Mitch McConnell’s Freeze-Ups Haven’t Fractured Senate Republicans—Yet
Even some former McConnell dissidents have thrown their lot in with the Kentucky senator after last week’s incident. In a twist, Florida senator Rick Scott—who unsuccessfully challenged McConnell for party leader and is a frequent critic—responded “absolutely” when asked whether he would continue to support McConnell as leader. “I’m sure he will continue to do his job.” Even when pressed and asked whether McConnell should step aside at the end of this Congress, Scott held firm. “No,” he said, adding that if McConnell “feels comfortable” he should continue serving.
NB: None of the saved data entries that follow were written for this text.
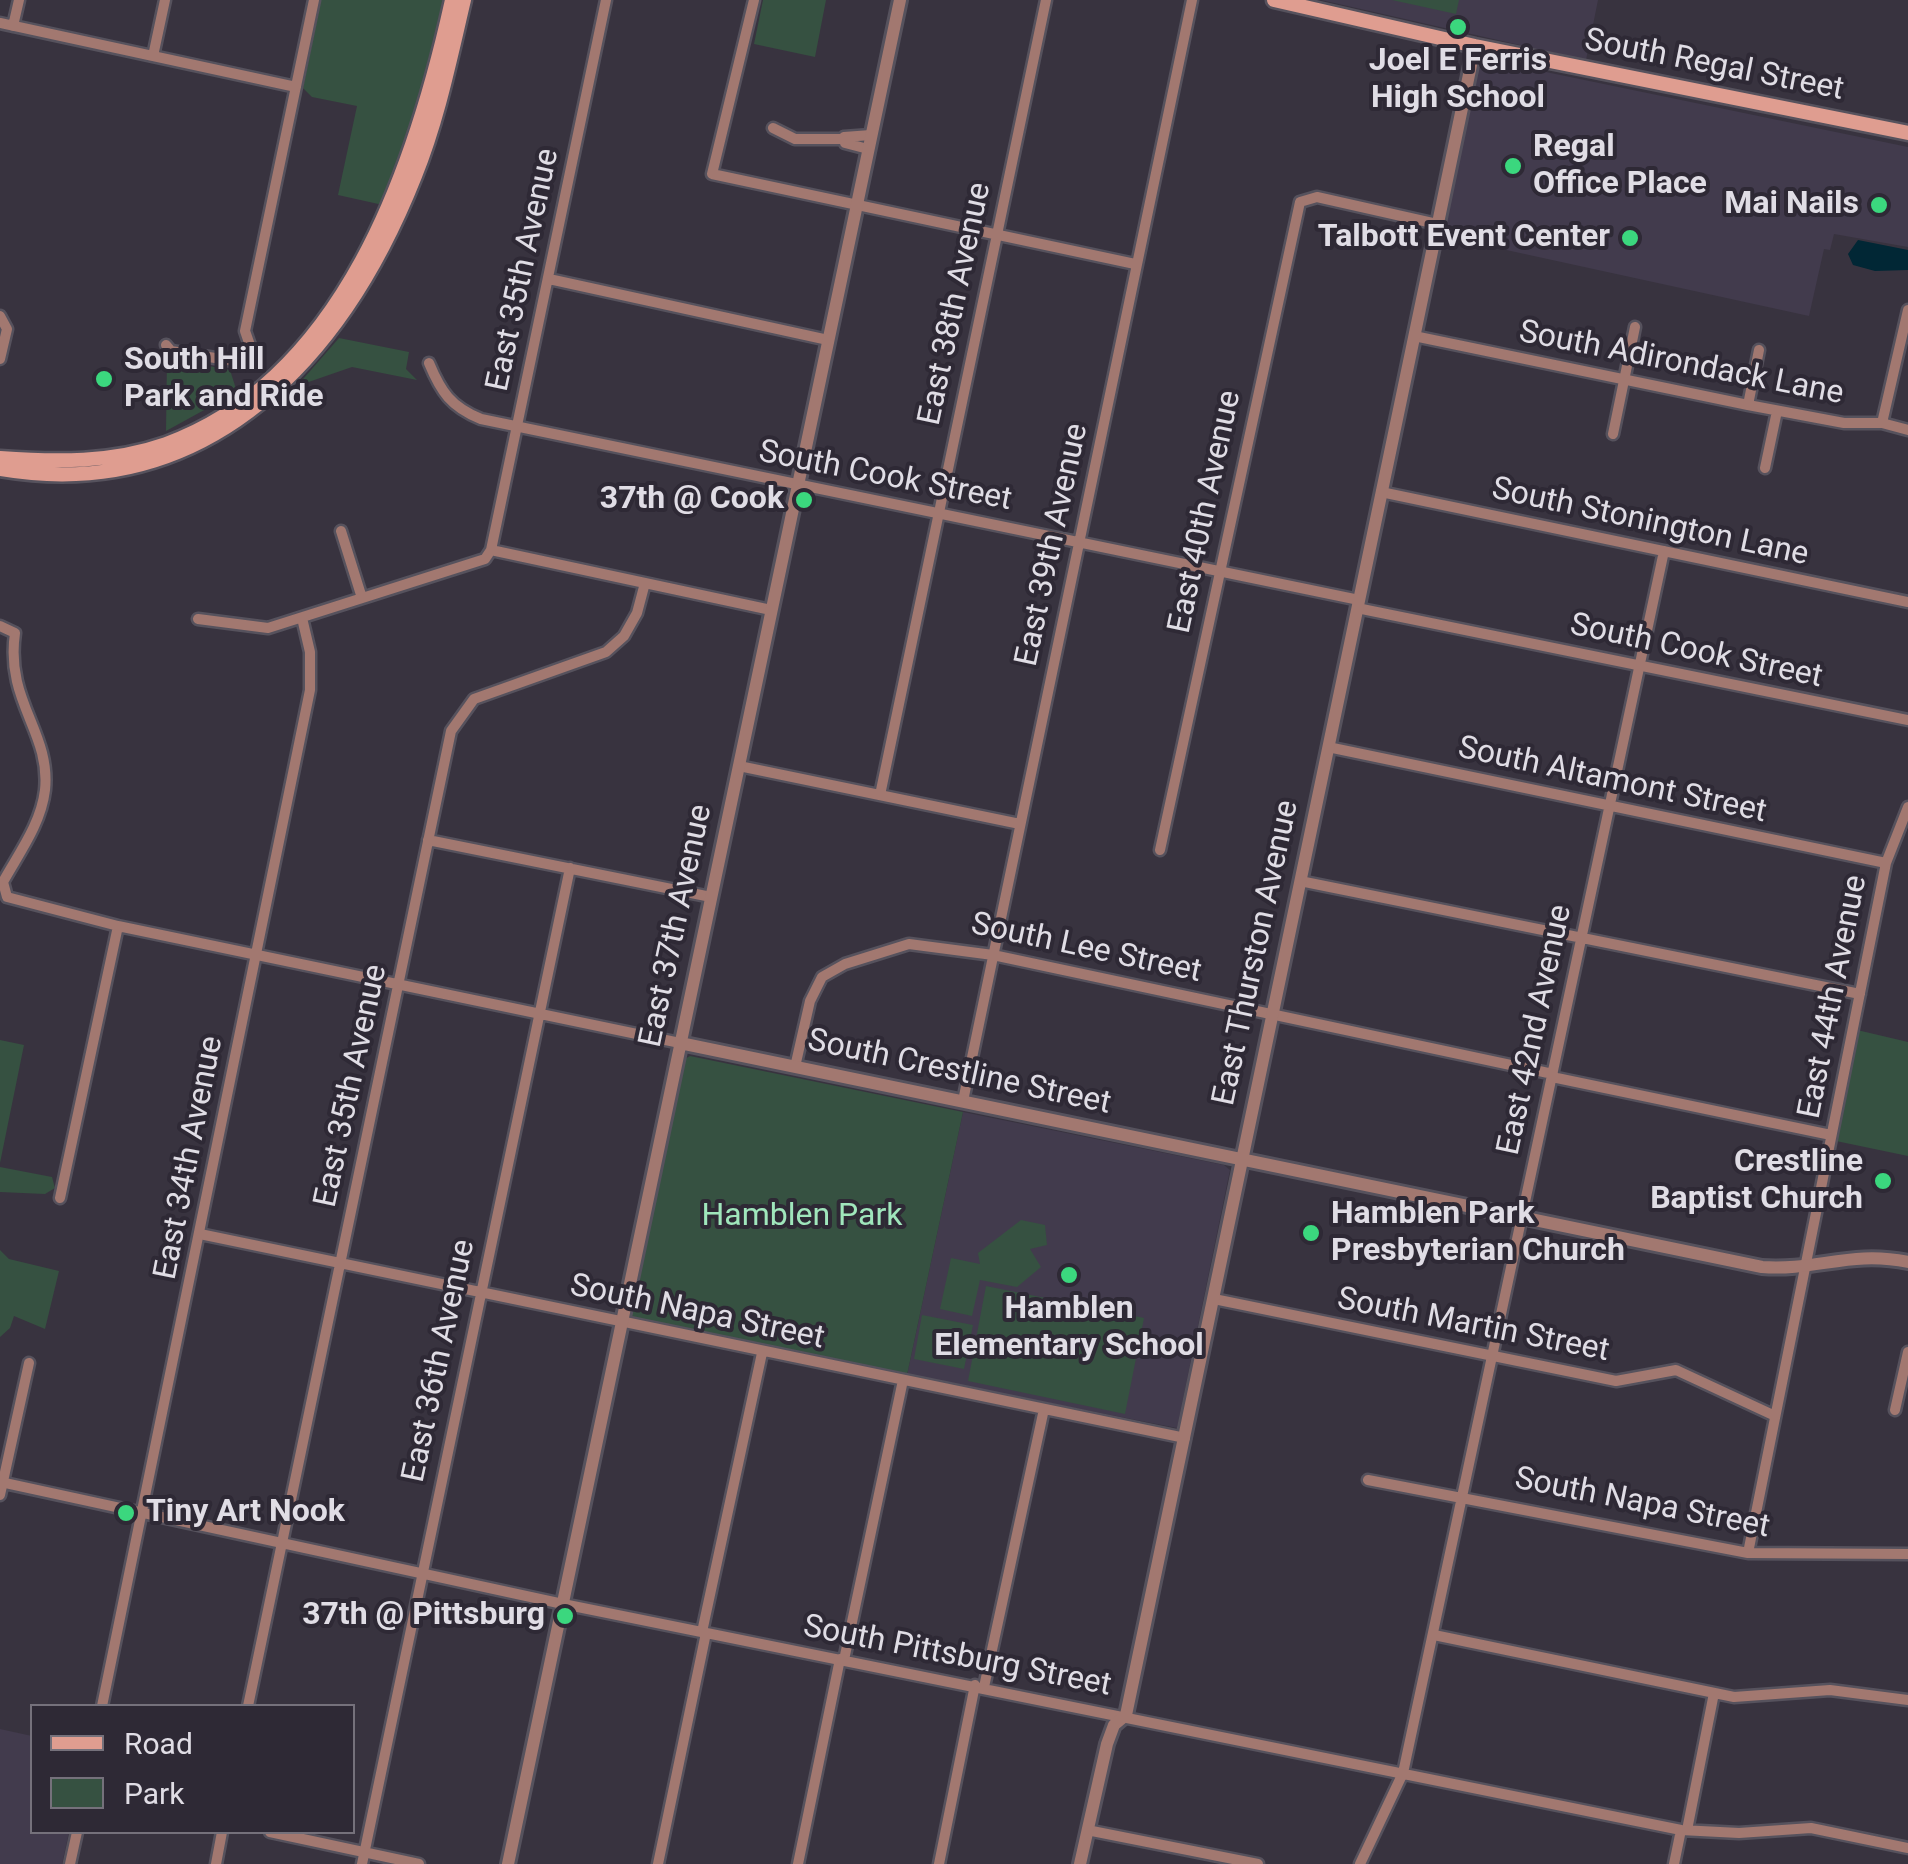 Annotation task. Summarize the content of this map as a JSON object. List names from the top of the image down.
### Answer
{
  "streets": {
    "main road": ["South Regal Street"],
    "street": [
      "East 35th Avenue",
      "East 38th Avenue",
      "South Adirondack Lane",
      "South Cook Street",
      "East 40th Avenue",
      "South Stonington Lane",
      "East 39th Avenue",
      "South Altamont Street",
      "East 37th Avenue",
      "South Lee Street",
      "East Thurston Avenue",
      "East 44th Avenue",
      "East 42nd Avenue",
      "South Crestline Street",
      "East 34th Avenue",
      "South Napa Street",
      "South Martin Street",
      "East 36th Avenue",
      "South Pittsburg Street"
    ]
  },
  "crossings": [
    ["South Regal Street", "East Thurston Avenue"],
    ["East 35th Avenue", "South Cook Street"],
    ["East 35th Avenue", "South Crestline Street"],
    ["East 35th Avenue", "South Napa Street"],
    ["East 35th Avenue", "South Pittsburg Street"],
    ["East 38th Avenue", "South Cook Street"],
    ["South Adirondack Lane", "East Thurston Avenue"],
    ["South Cook Street", "East 40th Avenue"],
    ["South Cook Street", "East 39th Avenue"],
    ["South Cook Street", "East 37th Avenue"],
    ["South Cook Street", "East Thurston Avenue"],
    ["South Cook Street", "East 42nd Avenue"],
    ["East 40th Avenue", "East Thurston Avenue"],
    ["South Stonington Lane", "East Thurston Avenue"],
    ["South Stonington Lane", "East 42nd Avenue"],
    ["East 39th Avenue", "South Lee Street"],
    ["East 39th Avenue", "South Crestline Street"],
    ["South Altamont Street", "East Thurston Avenue"],
    ["South Altamont Street", "East 44th Avenue"],
    ["South Altamont Street", "East 42nd Avenue"],
    ["East 37th Avenue", "South Crestline Street"],
    ["East 37th Avenue", "South Napa Street"],
    ["East 37th Avenue", "South Pittsburg Street"],
    ["South Lee Street", "East Thurston Avenue"],
    ["South Lee Street", "East 44th Avenue"],
    ["South Lee Street", "East 42nd Avenue"],
    ["South Lee Street", "South Crestline Street"],
    ["East Thurston Avenue", "South Crestline Street"],
    ["East Thurston Avenue", "South Napa Street"],
    ["East Thurston Avenue", "South Martin Street"],
    ["East Thurston Avenue", "South Pittsburg Street"],
    ["East 44th Avenue", "South Crestline Street"],
    ["East 44th Avenue", "South Napa Street"],
    ["East 44th Avenue", "South Martin Street"],
    ["East 42nd Avenue", "South Crestline Street"],
    ["East 42nd Avenue", "South Napa Street"],
    ["East 42nd Avenue", "South Martin Street"],
    ["East 42nd Avenue", "South Pittsburg Street"],
    ["South Crestline Street", "East 34th Avenue"],
    ["South Crestline Street", "East 36th Avenue"],
    ["East 34th Avenue", "South Napa Street"],
    ["East 34th Avenue", "South Pittsburg Street"],
    ["South Napa Street", "East 36th Avenue"],
    ["East 36th Avenue", "South Pittsburg Street"]
  ],
  "parks": ["Hamblen Park"],
  "places": [
    "Joel E Ferris High School",
    "Regal Office Place",
    "Mai Nails",
    "Talbott Event Center",
    "South Hill Park and Ride",
    "37th @ Cook",
    "Crestline Baptist Church",
    "Hamblen Park Presbyterian Church",
    "Hamblen Elementary School",
    "Tiny Art Nook",
    "37th @ Pittsburg"
  ],
  "legend": ["Road", "Park"]
}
That isn’t to say there aren’t detractors in the mix. Fellow Kentucky senator Rand Paul called on McConnell to “be more forthcoming with what’s going on,” and was dismissive of the explanation that the freezes could be explained away by dehydration; he later sought to clarify that his remarks were regarding the medical explanation—not necessarily a comment on McConnell’s fitness. But Senator Josh Hawley, who didn’t back McConnell in the last leadership race, has been vocal about his concerns, which he said are shared by his constituents. “I just got back from a month at home where I was asked about this constantly,” the Missouri lawmaker told reporters. “This is just where we are. So is that a good thing? No. So am I concerned? Yeah.”
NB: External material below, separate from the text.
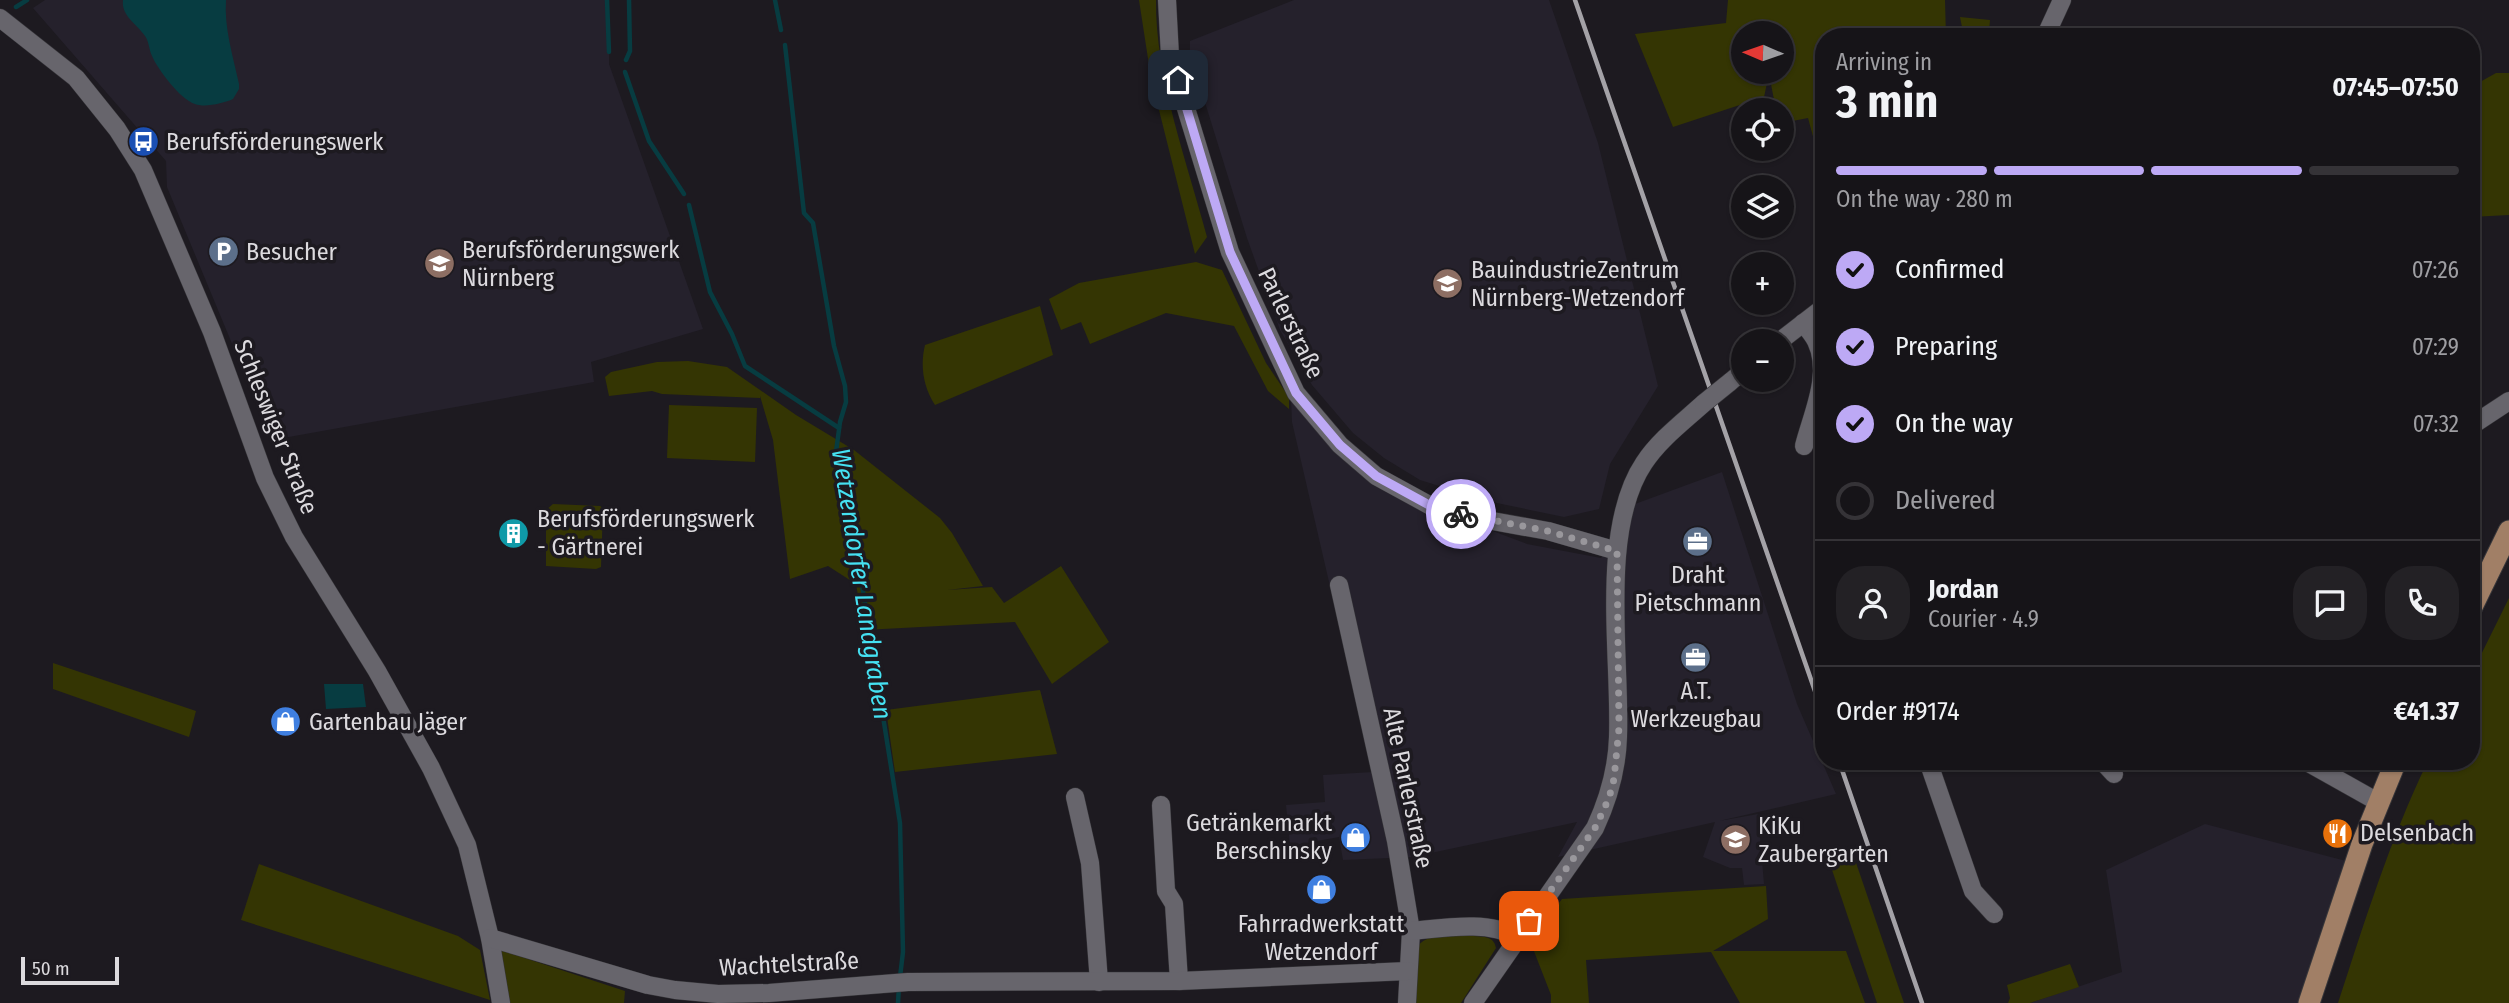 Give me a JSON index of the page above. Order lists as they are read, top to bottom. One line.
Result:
{"streets":{"street":["Parlerstraße","Schleswiger Straße","Alte Parlerstraße","Wachtelstraße"]},"crossings":[["Schleswiger Straße","Wachtelstraße"],["Alte Parlerstraße","Wachtelstraße"]],"water":["Wetzendorfer Landgraben"],"places":{"bus stop":["Berufsförderungswerk"],"parking":["Besucher"],"school or university":["Berufsförderungswerk Nürnberg","BauindustrieZentrum Nürnberg-Wetzendorf","KiKu Zaubergarten"],"building":["Berufsförderungswerk - Gärtnerei"],"office":["Draht Pietschmann","A.T. Werkzeugbau"],"shop":["Gartenbau Jäger","Getränkemarkt Berschinsky","Fahrradwerkstatt Wetzendorf"],"restaurant":["Delsenbach"]},"scale_bar":"50 m","north":"left","page":{"map_buttons":["+","−"],"heading":["3 min","Arriving in","07:45–07:50"],"panel":["Jordan","Courier · 4.9","Order #9174","€41.37"],"bar":"On the way · 280 m","list":[["Confirmed","07:26"],["Preparing","07:29"],["On the way","07:32"],"Delivered"],"scale":"50 m"}}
Hawley fears that McConnell’s issues have become a distraction—and could continue to be as the 2024 election cycle ramps up. “That’s an important election cycle for Republicans in this body,” he said. “I just hope that we are 100% focused on that.”
Late Tuesday evening, the Kentucky senator sought to quash the chatter. In his first public remarks since the second freeze, he briefly addressed the incident on the Senate floor. Running through an inventory of events he participated in during the recess, McConnell expressed chagrin: “One particular moment of my time back home has received its fair share of attention in the press over the past week, but I assure you August was a busy and productive month for me and my staff back in the commonwealth.”
Within hours, McConnell’s team released the letter from Monahan, the Senate physician. Monahan wrote, “There is no evidence that you have a seizure disorder or that you experienced a stroke, TIA or movement disorder such as Parkinson’s disease.” He noted that there are “no changes recommended in treatment protocols” for McConnell following his fall in March, during which he suffered a concussion. On Wednesday, McConnell took the floor once again, but avoided his health entirely, instead largely focusing on taking shots at the Biden administration’s foreign policy and urging for continued support for Ukraine in its war with Russia. “This is not the time to ease up,” he said. “It’s not the time for America to step back.”
But as McConnell and his allies maintain there is nothing to see here, massive legislative battles loom.
In the final days before lawmakers departed the Beltway for the August recess, tensions had reached a fever pitch among lawmakers when House Speaker Kevin McCarthy called it quits early as a number of key spending bills stalled out amid growing fissures within his caucus. Faced with the looming September 30 deadline to fund the government, it was a troubling portent. As House Democrat Suzan DelBene told Vanity Fair at the time, Congress was, “On a fast track to a shutdown.” Speaking on the Senate floor Wednesday, Senate majority leader Chuck Schumer made a plea for both sides of the aisle to work together to fund the government. “If both sides work in good faith, embrace bipartisanship … then there will be no shutdown.” But that is hard to imagine.